# Diesel Particulate Matter Sensor



## jonetrav (12 mo ago)

Hello All, I have a 2017 Cruze Diesel w/6 speed manual transmission. I had a check engine light come on and had my local dealer run a diagnostic test on it.

Diagnostics shows a faulty Diesel Particulate Matter Sensor that needs to be replaced. However, they are pricing the job at around $800. How hard would it be to change this out myself?

I found a thread on here explaining how to do this for a 2014 Cruze, but wondered if it would be the same process on mine. It also listed the part # needed for the 2014 model, but I wondered if that would still be the same # for my 2017. Does anyone know the part # for this?
Thanks in Advance!
Jon


----------



## Barry Allen (Apr 18, 2018)

Can you live with the light illuminated? That could save you $800 to just leave it.


----------



## oregon_rider (Jul 21, 2017)

If it is the differential pressure sensor - it is needed as input to computer to determine when to perform a regeneration. So "leaving it" might not be a good option....

You can sign up for an "alldata account" at www.alldatadiy.com to see the manual page for instructions. It is listed as difficulty "B" (moderate) and the "book time" to complete the task is listed as 1.2 hours. Looking over the instructions, it is definitely do-able as a DIY if you are moderately mechanical in nature....

I doubt it is the same part number as the 2014. You can look up the part number on line - I like to use www.trunkmonkeyparts.com

jeff


----------



## jonetrav (12 mo ago)

Totally, I definitely would if I could. The dealer is saying that it could eventually do damage to my engine if I leave it undone.


----------



## jonetrav (12 mo ago)

Barry Allen said:


> Can you live with the light illuminated? That could save you $800 to just leave it.

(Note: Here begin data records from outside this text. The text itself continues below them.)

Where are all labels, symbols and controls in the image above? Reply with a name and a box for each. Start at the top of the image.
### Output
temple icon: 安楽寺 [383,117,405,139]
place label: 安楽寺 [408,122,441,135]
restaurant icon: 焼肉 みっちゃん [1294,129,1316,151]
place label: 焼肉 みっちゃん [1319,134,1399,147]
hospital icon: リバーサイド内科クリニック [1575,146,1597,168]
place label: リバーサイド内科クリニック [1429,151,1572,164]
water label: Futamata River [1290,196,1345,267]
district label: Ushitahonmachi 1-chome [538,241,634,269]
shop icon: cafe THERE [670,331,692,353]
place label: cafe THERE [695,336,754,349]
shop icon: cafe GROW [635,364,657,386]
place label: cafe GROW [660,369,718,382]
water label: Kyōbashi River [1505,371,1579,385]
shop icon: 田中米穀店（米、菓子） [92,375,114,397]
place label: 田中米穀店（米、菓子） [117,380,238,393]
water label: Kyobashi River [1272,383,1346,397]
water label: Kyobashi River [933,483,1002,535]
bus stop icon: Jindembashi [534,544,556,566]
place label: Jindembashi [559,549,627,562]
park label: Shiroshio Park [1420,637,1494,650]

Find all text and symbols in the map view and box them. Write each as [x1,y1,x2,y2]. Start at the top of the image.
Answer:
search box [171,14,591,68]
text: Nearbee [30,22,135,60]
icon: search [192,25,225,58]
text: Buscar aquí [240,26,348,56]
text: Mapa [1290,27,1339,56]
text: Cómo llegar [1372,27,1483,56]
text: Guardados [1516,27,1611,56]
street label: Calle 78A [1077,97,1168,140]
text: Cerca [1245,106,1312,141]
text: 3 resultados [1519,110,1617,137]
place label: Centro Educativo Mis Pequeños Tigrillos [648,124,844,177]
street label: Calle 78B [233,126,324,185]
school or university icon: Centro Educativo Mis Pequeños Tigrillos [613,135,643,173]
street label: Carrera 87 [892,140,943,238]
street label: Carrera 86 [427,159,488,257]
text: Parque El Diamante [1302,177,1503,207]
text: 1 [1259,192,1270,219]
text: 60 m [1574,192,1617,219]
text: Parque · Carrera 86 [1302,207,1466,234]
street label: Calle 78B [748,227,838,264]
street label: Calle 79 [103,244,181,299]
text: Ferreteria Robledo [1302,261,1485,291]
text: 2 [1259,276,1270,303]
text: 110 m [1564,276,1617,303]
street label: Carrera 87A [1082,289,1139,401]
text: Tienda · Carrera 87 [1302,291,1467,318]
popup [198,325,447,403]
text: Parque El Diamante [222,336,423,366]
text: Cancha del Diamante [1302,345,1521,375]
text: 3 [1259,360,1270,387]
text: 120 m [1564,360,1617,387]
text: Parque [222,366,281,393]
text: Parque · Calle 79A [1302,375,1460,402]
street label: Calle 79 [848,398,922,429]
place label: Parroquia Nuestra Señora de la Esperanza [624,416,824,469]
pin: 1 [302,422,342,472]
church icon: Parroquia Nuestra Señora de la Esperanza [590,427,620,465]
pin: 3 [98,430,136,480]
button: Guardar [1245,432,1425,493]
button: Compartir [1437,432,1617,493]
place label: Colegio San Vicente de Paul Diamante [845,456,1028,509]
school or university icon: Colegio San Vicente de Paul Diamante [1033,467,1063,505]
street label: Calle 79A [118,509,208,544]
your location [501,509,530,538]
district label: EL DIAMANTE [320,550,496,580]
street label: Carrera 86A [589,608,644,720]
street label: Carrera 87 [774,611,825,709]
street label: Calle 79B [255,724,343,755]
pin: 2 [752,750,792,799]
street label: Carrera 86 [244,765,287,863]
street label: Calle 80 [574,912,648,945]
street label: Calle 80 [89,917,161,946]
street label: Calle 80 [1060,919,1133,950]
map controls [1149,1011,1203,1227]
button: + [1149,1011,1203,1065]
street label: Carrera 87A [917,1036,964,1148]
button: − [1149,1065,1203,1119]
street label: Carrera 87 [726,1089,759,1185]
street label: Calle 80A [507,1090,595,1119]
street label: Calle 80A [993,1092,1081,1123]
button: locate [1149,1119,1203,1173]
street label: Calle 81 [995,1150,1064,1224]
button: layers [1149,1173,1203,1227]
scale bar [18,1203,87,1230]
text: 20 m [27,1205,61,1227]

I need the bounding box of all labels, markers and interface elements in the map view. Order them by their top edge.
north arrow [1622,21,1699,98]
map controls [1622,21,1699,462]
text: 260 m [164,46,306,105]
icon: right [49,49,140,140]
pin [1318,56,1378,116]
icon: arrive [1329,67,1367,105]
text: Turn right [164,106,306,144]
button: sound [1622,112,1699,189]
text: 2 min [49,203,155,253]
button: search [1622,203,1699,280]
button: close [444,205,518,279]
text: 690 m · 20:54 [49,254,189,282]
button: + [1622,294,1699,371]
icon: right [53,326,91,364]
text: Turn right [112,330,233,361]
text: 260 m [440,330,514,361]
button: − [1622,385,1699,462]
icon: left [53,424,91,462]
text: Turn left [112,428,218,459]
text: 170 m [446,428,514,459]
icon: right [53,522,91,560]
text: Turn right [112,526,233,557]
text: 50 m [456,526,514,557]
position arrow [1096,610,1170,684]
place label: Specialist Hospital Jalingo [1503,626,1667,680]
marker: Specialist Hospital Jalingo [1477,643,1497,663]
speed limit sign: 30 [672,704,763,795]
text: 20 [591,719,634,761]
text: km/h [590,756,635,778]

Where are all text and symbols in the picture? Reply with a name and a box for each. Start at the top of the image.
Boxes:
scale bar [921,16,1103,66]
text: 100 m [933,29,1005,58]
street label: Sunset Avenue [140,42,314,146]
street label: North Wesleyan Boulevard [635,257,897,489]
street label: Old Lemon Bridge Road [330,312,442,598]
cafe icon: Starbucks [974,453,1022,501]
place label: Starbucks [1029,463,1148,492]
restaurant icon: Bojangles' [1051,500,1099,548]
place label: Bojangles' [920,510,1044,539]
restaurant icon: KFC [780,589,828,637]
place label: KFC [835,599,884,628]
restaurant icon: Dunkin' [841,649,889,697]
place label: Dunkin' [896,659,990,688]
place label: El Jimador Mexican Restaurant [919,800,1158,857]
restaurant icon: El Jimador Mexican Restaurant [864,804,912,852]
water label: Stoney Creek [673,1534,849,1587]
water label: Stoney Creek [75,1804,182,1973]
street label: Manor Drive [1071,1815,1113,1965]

Totally, I definitely would if I could. The dealer is saying that it could eventually do damage to my engine if I leave it undone.


----------



## jonetrav (12 mo ago)

oregon_rider said:


> If it is the differential pressure sensor - it is needed as input to computer to determine when to perform a regeneration. So "leaving it" might not be a good option....
> 
> You can sign up for an "alldata account" at www.alldatadiy.com to see the manual page for instructions. It is listed as difficulty "B" (moderate) and the "book time" to complete the task is listed as 1.2 hours. Looking over the instructions, it is definitely do-able as a DIY if you are moderately mechanical in nature....
> 
> ...



If the process is anything close to what I’ve found on here, regarding a 2014 model, I know I could. Just seems a little steep to me for the dealer to charge that much, but then again, they’re a dealer. 🤷🏻‍♂️

Thank you for sharing your assistance and info with me.


----------



## oregon_rider (Jul 21, 2017)

It is helpful to see the book time is 1.2 hours - so maybe 1-2 hours labor is what you should see in estimate. If it isn't, I would check with another dealer...

jeff


----------



## oregon_rider (Jul 21, 2017)

oregon_rider said:


> It is helpful to see the book time is 1.2 hours - so maybe 1-2 hours labor is what you should see in estimate. If it isn't, I would check with another dealer...
> 
> jeff


 I was able to find the sensor on gmpartsdirect.com...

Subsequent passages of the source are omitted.